Shingles (also known as herpes zoster) results from infection by the varicella zoster virus. This common virus causes chickenpox (also known as varicella), which is characterized by itchy spots on the skin that cover the whole body and usually occurs in childhood or adolescence. After the body fights the initial infection, the varicella zoster virus remains in nerve cells for the rest of a person's life. Because the virus is controlled by immune system cells called T cells, it is generally inactive (latent) and typically causes no health problems. However, in some people, the virus becomes active again (reactivates) and causes shingles. Shingles can occur at any age, although it is rare in childhood and becomes more common after age 50.

Shingles is characterized by a severely painful, itchy, or tingling rash, most commonly on one side of the torso, although it can occur anywhere on the body. Reactivation of the virus usually occurs in a single nerve, leading to the symptoms of shingles in just the region of skin connected to that nerve. When the nerve connected to the eye and the skin surrounding it is affected, the condition is called herpes zoster ophthalmicus. This form of shingles, which accounts for about 20 percent of cases, can cause permanent vision impairment.

Some individuals with shingles feel throbbing or tingling in the affected region shortly before the rash appears. Blisters form in the rash area, break open, and scab over in a few days. Healing usually takes 2 to 4 weeks. Most people have only one episode of shingles, although it can recur in rare cases.
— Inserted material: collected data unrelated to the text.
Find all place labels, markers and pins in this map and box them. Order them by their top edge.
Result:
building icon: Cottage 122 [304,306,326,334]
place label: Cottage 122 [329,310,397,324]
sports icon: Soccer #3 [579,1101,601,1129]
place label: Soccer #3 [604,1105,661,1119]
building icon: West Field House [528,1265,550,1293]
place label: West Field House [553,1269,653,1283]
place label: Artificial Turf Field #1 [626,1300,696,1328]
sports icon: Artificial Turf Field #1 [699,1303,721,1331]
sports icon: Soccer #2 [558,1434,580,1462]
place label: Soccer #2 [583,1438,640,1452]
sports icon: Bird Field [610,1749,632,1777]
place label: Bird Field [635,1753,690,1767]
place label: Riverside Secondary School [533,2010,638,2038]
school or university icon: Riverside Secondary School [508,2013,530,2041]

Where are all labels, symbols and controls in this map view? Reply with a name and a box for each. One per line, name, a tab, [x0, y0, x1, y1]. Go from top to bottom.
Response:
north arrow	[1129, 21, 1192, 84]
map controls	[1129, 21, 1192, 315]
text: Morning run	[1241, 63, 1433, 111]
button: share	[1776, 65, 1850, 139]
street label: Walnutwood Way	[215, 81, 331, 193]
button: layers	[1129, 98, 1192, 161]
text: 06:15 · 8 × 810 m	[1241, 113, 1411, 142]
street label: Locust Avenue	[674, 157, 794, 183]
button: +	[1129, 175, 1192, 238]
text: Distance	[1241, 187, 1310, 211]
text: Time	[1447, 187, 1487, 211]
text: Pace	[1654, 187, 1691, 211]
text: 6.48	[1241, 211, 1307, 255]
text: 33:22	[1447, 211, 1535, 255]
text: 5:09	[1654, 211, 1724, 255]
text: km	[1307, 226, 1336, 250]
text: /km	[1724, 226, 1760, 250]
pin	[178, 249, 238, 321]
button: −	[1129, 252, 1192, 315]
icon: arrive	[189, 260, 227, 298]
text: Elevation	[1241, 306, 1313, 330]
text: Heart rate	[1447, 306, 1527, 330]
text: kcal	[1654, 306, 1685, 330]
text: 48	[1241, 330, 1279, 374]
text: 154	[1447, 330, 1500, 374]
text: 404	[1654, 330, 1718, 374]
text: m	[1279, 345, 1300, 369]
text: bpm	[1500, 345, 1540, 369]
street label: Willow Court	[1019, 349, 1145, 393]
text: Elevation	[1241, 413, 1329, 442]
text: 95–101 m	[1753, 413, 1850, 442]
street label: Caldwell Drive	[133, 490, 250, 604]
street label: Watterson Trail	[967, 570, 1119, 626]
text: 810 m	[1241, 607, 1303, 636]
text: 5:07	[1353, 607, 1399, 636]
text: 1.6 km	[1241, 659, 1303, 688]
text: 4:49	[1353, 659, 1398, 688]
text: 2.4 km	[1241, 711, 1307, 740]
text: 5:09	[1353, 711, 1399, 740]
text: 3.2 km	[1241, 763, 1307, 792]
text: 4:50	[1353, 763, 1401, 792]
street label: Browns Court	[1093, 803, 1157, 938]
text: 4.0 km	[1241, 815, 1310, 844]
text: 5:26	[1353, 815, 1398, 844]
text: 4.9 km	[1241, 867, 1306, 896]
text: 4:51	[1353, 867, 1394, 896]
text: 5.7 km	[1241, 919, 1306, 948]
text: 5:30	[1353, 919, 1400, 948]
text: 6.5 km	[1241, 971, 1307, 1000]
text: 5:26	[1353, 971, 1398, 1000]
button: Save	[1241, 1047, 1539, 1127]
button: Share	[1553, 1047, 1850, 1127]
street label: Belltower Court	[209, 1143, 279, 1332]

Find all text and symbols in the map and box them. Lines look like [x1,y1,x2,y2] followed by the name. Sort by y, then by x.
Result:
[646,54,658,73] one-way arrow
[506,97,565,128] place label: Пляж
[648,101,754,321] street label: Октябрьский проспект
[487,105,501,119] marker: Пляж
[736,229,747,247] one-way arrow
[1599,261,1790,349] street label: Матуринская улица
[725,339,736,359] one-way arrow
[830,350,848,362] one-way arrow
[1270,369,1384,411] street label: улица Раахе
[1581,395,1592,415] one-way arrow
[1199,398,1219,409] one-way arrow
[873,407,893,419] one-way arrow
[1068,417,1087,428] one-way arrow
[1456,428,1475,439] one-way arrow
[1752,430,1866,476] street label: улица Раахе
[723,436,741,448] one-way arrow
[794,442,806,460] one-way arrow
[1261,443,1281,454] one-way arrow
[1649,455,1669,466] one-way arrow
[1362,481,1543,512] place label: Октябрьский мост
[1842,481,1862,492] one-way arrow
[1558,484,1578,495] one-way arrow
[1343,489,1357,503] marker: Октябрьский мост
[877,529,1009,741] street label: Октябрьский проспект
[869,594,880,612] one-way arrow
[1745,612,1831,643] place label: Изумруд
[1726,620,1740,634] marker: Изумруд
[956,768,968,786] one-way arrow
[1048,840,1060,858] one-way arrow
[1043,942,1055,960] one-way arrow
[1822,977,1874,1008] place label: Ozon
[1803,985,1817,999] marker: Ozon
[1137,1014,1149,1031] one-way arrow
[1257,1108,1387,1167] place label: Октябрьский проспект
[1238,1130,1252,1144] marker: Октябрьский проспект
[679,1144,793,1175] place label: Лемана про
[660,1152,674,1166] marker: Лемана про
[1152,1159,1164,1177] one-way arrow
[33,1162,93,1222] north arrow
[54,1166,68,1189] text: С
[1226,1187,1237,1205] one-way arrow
In 5 to 20 percent of people with shingles, severe pain continues in the affected region after healing of the rash, which is known as postherpetic neuralgia (PHN). PHN is the most common complication of shingles. It can also involve severe itchiness or an overactive pain response to things that do not usually cause pain (allodynia), such as a light touch. PHN can last weeks, months, or even years. The likelihood of developing PHN after shingles and its severity increase with age. The pain caused by shingles and PHN can disrupt day-to-day activities and reduce a person's quality of life.

Because everyone infected with the varicella zoster virus is at risk of developing shingles, the condition is relatively common, particularly in older adults. Shingles occurs in 20 to 30 percent of people at some point in their lives, and about half of people over age 80 have had shingles.

The risk of shingles varies by ethnic background. The condition is more common in people of non-Hispanic white ancestry than those of African American ancestry. For unknown reasons, women are more prone to develop shingles than men.

A vaccine to prevent chickenpox was introduced in the United States in 1995. Since then, the incidence of chickenpox has been reduced by 76 to 85 percent. Doctors suspect the reduction of varicella zoster virus infections will reduce the incidence of shingles as the vaccinated children grow into adulthood; however, it is too early to tell. Vaccines for adults to protect against shingles and subsequent PHN have been used since 2006 and are also expected to reduce the incidence of shingles and its complications.

The causes of shingles are complex. Development of the condition is influenced by a combination of factors, including age, health, and genetics.

The strongest risk factor for shingles is age. The varicella zoster virus is controlled by the immune system, particularly T cells that keep the virus from infecting other cells. As people age, growth and division (proliferation) of T cells are diminished, reducing the immune system's ability to control the virus, which can allow its reactivation. Health factors that impair T cells can also trigger reactivation of the varicella zoster virus. For example certain drugs, such as chemotherapies used to treat blood cancers like multiple myeloma or drugs that prevent rejection of a transplanted organ impair the immune system and can lead to virus reactivation. Infection with human immunodeficiency virus (HIV), which infects and kills T cells, can also allow the virus to become active again. In addition, some studies suggest that emotional stress or physical trauma may be involved in virus reactivation.

The role of genetics in shingles is not clear. Several studies indicate that having a family member who developed the condition increases a person's risk, suggesting a shared genetic risk factor, although other studies did not find such a link. Genes that help regulate the immune system have been found in some studies to be associated with the development of shingles or of PHN after shingles. In particular, the risk of developing PHN appears to be increased by certain variants of genes that belong to a family of genes called the human leukocyte antigen (HLA) complex. The HLA complex helps the immune system distinguish the body's own proteins from proteins made by foreign invaders such as viruses and bacteria. It is unclear if certain HLA variations also play a role in the development of shingles.

The inheritance pattern of shingles is unclear. Having a first-degree relative (such as a parent or sibling) who developed shingles appears to slightly increase the risk of developing the condition. However, shingles is relatively common in the general population, particularly among older adults, and so it would not be surprising to see more than one case in a family just by chance.